Ein Funke Hoffnung loderte in mir auf. Der Vampir wollte mich nicht um jeden Preis. Vielleicht konnte ich dafür sorgen, dass er von diesem Vorhaben abließ. Dass ich mir dafür Xenerions Zorn zuziehen würde, war in diesem Moment zweitrangig. Es war meine einzige Chance.
„Das geht Euch einen Dreck an", fauchte ich.
Mein Gegenüber hob eine Augenbraue. „Aufsässig und ungehorsam ist sie also auch noch. Mehr als 300 wird Euch niemand, der bei Verstand ist, für sie zahlen."
Ich konnte regelrecht spüren, wie Xenerion erbleichte. Er hatte die vergangenen Tage damit verbracht, mir systematisch seine Regeln einzuprügeln. Sprich nicht, wenn du nicht dazu aufgefordert wirst. Antworte respektvoll auf Fragen. Tu alles, was man dir sagt.
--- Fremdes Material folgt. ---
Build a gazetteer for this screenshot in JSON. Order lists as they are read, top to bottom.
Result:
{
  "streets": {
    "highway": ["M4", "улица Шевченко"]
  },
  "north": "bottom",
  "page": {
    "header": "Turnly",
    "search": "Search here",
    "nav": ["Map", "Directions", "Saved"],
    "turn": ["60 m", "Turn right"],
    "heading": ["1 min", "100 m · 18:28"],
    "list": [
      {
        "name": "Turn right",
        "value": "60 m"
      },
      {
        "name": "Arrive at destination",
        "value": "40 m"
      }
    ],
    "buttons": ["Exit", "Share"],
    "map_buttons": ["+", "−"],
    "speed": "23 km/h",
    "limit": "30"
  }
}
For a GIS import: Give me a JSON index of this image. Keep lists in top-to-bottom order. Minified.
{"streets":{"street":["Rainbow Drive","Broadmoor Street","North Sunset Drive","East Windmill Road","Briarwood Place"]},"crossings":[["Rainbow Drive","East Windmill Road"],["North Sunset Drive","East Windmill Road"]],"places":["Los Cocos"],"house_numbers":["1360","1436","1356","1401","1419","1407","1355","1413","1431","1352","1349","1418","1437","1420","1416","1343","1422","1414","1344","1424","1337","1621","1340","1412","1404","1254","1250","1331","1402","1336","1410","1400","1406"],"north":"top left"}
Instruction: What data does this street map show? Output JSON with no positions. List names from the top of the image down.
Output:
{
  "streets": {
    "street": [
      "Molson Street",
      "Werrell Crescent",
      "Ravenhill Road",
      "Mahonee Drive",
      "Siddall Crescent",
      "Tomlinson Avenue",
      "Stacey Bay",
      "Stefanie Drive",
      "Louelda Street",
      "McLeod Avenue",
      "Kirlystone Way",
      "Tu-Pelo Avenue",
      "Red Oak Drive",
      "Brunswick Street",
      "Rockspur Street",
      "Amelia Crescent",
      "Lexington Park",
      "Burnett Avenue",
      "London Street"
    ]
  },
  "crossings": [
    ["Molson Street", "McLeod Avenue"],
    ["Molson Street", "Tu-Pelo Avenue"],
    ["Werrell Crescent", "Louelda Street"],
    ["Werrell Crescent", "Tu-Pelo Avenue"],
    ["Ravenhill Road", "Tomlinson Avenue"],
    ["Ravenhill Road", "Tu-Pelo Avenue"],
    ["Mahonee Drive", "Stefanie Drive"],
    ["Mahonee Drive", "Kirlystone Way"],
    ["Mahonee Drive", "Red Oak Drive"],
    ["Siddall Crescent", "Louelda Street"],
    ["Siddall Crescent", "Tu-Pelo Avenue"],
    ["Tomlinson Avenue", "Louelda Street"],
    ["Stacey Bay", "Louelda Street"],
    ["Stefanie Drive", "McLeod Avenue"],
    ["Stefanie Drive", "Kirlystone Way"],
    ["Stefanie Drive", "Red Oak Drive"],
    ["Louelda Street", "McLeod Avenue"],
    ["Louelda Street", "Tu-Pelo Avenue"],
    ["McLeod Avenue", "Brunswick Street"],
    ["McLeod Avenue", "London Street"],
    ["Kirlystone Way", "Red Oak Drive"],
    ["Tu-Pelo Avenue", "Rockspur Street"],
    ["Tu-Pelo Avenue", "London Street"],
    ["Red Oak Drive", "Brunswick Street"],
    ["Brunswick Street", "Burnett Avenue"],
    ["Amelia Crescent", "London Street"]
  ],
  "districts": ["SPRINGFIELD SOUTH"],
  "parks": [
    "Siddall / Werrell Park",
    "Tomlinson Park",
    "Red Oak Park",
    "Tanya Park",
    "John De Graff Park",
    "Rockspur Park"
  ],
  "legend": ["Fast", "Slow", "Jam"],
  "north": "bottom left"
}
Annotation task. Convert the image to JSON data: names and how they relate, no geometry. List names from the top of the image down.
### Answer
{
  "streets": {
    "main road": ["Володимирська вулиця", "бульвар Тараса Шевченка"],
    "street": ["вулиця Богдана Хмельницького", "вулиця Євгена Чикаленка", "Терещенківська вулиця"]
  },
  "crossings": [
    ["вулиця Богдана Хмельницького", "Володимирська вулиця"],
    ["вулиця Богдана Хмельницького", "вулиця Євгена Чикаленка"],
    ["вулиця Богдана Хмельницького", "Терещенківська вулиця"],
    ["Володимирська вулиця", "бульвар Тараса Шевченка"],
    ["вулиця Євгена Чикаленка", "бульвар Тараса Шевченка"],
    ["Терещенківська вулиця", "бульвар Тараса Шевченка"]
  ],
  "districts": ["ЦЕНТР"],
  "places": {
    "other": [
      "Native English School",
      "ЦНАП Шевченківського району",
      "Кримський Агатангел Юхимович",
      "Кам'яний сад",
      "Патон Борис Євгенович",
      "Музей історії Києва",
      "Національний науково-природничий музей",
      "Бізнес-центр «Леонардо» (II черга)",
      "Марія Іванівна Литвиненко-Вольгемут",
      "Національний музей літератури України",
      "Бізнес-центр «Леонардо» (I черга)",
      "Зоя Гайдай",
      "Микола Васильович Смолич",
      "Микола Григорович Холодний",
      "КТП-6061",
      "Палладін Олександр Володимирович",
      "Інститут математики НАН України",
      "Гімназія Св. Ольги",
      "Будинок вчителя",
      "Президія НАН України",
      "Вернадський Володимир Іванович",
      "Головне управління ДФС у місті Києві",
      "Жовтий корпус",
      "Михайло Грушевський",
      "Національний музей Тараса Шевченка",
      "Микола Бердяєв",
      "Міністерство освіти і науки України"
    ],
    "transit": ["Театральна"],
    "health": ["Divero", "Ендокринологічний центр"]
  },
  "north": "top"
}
Er konnte nicht wissen, dass er mit dieser Methode nie Erfolg gehabt hatte. Nach meinem anfänglichen Widerstand hatte ich rasch akzeptiert, was er verlangt hatte. Ich hatte mich mustergültig verhalten. Nicht, weil er mich davon überzeugt hatte, dass ich nichts Besseres als das Leben einer Sklavin verdient hätte. Meine Motivation rührte allein aus der Gewissheit, auf diese Art meinen Aufenthalt bei ihm verkürzen zu können. Dass ich nun ausgerechnet vor dem einzigen heutigen Kunden das genaue Gegenteil eines angemessenen Verhaltens an den Tag legte, musste ihn rasend machen.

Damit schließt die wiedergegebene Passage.